#### [Instructions to follow]
Report each line of the data that has "Masjid" somewhere in it.

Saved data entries
-*-*-
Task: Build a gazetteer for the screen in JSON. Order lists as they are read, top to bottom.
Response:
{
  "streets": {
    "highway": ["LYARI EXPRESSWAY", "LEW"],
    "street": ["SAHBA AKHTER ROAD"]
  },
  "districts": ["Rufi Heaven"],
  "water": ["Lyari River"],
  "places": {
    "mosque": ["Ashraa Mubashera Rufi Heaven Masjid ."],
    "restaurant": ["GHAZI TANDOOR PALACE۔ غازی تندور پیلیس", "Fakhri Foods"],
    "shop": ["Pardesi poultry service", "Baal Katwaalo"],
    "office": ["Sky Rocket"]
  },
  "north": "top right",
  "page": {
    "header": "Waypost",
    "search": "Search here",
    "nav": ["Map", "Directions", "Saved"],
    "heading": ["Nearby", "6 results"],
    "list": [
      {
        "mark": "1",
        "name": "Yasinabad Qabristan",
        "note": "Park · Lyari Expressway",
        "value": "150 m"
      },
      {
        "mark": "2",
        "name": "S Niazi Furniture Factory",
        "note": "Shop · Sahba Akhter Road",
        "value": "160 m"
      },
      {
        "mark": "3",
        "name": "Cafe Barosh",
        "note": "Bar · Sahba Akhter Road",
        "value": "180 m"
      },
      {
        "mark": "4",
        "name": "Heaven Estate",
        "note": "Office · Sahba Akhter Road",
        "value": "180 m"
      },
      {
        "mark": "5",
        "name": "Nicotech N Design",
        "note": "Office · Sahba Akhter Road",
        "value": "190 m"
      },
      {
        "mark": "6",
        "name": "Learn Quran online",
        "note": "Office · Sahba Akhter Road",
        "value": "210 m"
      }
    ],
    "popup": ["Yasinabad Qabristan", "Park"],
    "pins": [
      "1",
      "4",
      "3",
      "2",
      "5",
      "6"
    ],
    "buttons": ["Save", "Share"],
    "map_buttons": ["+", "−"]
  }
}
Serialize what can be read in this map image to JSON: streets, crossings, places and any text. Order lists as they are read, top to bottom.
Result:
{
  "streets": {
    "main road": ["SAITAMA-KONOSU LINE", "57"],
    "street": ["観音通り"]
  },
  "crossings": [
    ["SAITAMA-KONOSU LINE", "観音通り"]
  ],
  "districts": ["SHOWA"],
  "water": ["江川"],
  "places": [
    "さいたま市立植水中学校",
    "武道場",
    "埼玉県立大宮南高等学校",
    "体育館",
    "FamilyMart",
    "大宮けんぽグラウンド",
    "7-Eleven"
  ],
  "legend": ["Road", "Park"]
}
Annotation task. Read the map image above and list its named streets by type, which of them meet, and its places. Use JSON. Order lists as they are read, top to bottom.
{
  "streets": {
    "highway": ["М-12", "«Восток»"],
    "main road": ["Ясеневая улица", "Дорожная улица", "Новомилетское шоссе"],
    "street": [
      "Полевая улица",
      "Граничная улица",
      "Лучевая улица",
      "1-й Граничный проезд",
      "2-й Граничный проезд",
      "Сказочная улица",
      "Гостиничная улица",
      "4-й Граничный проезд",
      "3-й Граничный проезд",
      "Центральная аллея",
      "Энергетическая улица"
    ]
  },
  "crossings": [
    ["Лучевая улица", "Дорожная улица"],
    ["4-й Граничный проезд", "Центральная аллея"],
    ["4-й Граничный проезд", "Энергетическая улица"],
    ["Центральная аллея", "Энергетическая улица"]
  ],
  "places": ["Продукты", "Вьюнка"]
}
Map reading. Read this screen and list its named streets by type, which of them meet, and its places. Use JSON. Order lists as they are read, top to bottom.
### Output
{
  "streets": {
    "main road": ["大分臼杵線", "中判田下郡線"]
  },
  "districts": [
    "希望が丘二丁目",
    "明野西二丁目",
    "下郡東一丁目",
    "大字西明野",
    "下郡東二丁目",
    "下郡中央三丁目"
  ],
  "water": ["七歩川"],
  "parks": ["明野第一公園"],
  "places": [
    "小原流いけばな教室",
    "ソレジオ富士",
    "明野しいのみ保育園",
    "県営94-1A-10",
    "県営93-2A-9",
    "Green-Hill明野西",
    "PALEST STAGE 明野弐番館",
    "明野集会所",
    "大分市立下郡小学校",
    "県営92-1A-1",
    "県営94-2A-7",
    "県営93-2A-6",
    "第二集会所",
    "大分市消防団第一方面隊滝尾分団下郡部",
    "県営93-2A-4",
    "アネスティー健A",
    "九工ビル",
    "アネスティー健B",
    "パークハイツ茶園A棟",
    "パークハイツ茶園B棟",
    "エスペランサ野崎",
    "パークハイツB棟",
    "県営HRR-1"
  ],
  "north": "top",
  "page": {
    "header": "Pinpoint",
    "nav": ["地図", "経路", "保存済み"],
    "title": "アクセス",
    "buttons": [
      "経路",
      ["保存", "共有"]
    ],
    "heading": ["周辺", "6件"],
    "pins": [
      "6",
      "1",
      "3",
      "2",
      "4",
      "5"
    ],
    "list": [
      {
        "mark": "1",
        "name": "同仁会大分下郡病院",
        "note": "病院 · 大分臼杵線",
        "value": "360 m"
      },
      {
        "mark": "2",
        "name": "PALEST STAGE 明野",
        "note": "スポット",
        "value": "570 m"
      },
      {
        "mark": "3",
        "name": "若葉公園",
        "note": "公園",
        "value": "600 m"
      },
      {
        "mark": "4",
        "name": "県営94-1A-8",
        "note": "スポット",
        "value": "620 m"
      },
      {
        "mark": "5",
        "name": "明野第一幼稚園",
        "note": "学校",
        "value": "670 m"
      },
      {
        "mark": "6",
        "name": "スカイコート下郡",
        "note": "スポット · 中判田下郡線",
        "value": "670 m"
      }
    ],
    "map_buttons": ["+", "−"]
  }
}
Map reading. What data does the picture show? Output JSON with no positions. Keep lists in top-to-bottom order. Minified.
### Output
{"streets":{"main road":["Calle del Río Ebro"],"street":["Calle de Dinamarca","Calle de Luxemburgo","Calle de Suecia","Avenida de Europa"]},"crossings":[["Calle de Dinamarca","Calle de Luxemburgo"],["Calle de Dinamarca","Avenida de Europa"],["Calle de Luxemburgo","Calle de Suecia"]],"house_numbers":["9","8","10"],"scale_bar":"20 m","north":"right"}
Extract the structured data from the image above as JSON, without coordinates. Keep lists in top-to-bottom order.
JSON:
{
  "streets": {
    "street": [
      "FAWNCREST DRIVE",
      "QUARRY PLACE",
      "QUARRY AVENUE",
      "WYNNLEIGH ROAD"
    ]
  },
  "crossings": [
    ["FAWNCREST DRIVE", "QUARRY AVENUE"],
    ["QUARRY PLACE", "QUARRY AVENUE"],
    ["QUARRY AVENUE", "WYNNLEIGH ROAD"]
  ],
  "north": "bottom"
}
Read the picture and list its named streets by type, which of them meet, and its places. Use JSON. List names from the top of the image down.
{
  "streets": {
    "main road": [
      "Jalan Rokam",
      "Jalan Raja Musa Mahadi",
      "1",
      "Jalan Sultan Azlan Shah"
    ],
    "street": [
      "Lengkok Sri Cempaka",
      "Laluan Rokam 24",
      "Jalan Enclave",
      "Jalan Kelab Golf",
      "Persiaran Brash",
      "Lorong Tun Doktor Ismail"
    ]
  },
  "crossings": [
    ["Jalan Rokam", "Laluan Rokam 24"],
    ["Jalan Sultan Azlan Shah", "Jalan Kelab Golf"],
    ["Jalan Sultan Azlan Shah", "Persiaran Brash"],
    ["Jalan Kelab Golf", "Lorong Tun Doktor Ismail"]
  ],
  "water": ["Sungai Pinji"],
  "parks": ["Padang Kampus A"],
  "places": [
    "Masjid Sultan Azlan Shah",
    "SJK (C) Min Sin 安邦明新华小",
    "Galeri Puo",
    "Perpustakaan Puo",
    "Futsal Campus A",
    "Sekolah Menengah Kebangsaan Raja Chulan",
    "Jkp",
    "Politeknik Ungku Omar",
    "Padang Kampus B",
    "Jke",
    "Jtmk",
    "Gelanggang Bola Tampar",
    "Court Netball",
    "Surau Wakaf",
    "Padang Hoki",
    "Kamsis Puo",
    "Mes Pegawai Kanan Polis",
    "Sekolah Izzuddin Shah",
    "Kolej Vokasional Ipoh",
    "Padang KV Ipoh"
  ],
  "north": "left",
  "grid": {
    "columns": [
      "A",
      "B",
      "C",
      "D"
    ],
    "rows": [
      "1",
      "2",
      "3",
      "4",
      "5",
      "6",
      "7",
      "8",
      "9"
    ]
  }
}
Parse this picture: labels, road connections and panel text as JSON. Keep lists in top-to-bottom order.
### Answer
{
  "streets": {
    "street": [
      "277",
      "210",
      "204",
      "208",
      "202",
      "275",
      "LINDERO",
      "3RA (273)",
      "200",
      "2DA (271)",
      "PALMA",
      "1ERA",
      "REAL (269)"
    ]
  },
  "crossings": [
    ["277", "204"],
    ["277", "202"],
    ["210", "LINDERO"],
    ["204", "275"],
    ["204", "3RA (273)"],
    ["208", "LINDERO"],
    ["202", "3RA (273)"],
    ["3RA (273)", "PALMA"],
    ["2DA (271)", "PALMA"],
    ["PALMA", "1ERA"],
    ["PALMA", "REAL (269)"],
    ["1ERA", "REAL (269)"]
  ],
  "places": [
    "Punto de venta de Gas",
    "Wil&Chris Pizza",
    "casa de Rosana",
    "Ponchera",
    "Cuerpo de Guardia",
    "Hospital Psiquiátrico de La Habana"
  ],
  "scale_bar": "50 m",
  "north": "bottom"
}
-*-*-
#### [Solution for this task]
    "mosque": ["Ashraa Mubashera Rufi Heaven Masjid ."],
    "Masjid Sultan Azlan Shah",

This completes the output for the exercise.